Repeat the records exactly as given. Do not include the pictures.

Stored data entries:
Content starts

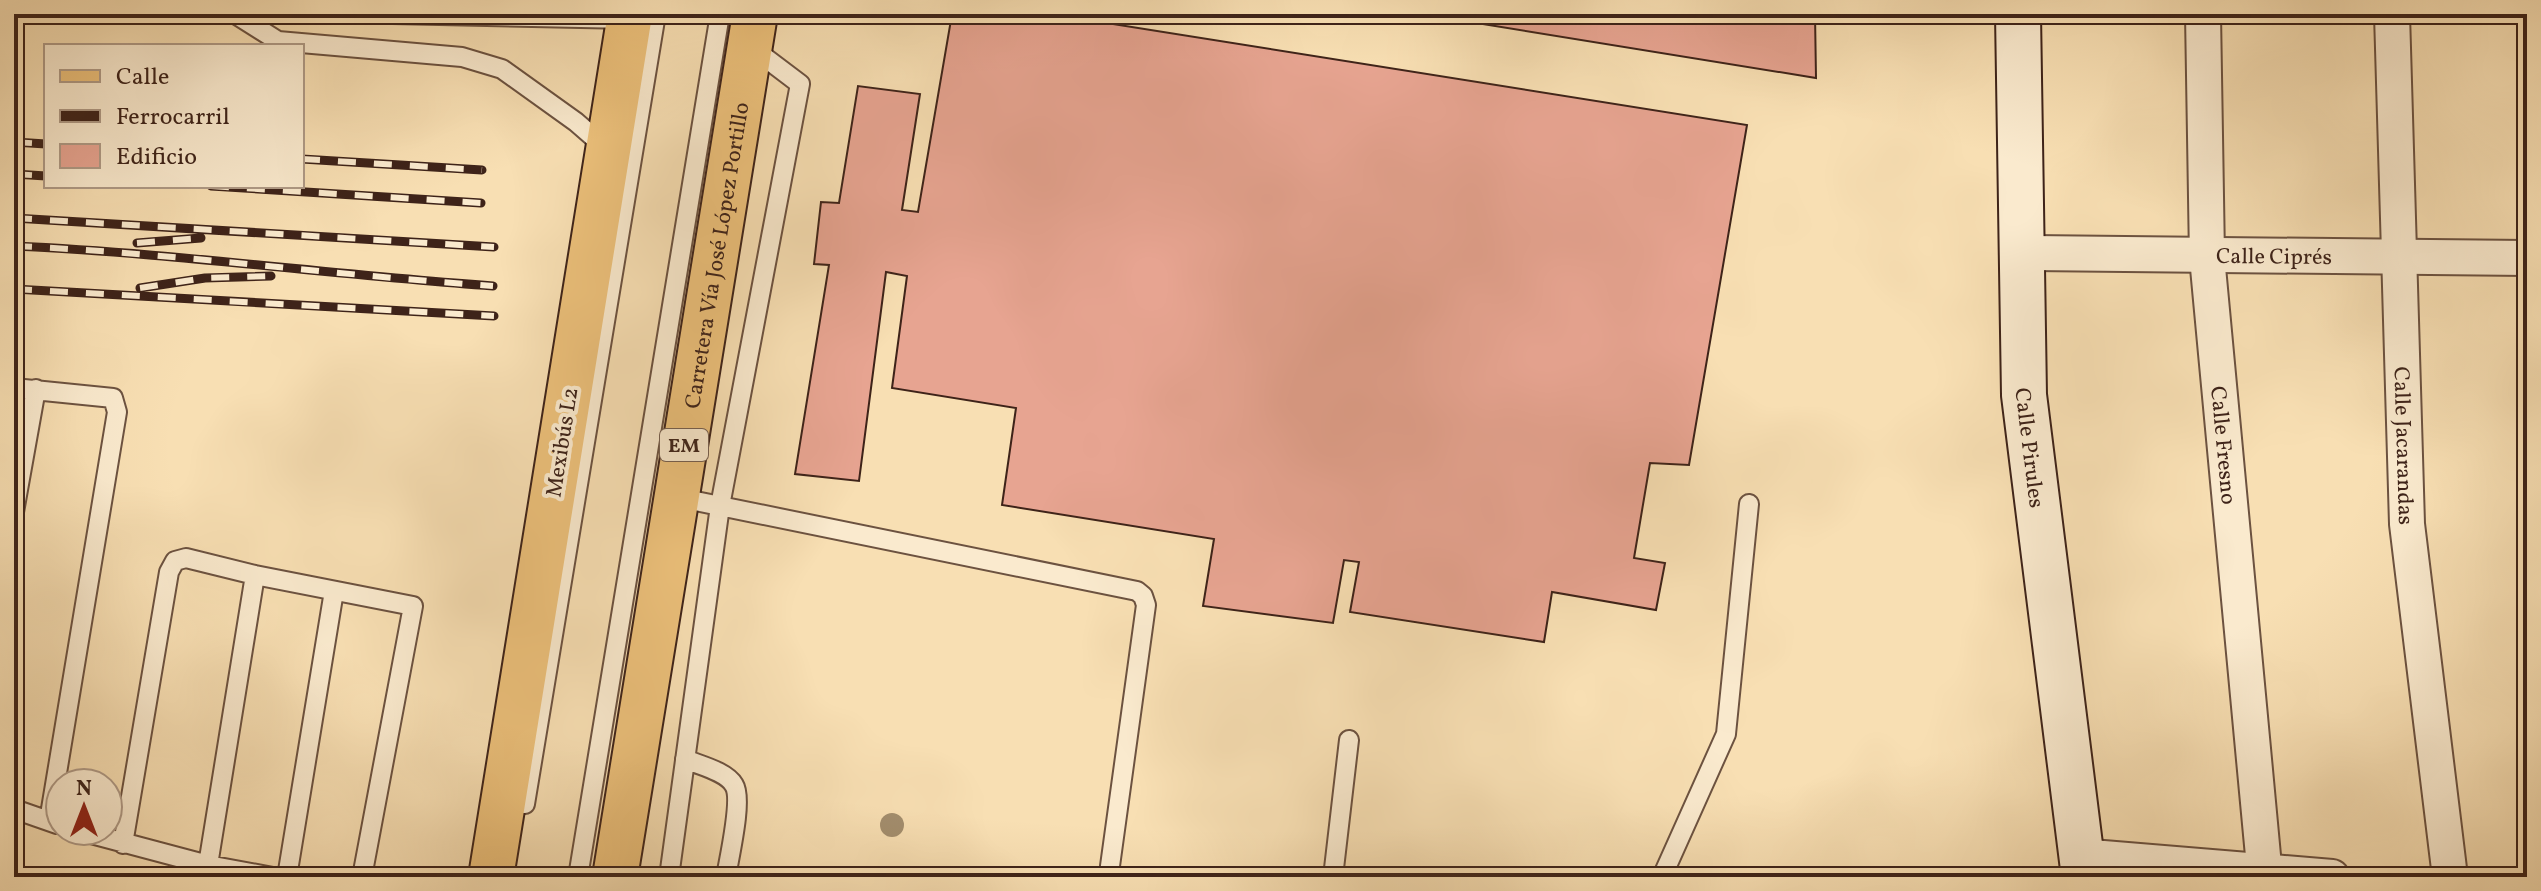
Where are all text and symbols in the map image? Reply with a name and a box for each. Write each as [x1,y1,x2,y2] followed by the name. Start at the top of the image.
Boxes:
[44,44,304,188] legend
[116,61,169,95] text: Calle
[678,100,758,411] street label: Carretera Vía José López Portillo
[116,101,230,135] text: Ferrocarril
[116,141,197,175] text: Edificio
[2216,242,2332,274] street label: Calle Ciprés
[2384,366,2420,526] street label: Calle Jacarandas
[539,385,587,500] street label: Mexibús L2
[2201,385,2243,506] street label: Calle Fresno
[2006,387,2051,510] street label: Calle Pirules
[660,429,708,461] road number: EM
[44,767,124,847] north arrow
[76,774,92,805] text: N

Content ends

Response to this task |
Where are all text and symbols in the map image? Reply with a name and a box for each. Write each as [x1,y1,x2,y2] followed by the name. Start at the top of the image.
Boxes:
[44,44,304,188] legend
[116,61,169,95] text: Calle
[678,100,758,411] street label: Carretera Vía José López Portillo
[116,101,230,135] text: Ferrocarril
[116,141,197,175] text: Edificio
[2216,242,2332,274] street label: Calle Ciprés
[2384,366,2420,526] street label: Calle Jacarandas
[539,385,587,500] street label: Mexibús L2
[2201,385,2243,506] street label: Calle Fresno
[2006,387,2051,510] street label: Calle Pirules
[660,429,708,461] road number: EM
[44,767,124,847] north arrow
[76,774,92,805] text: N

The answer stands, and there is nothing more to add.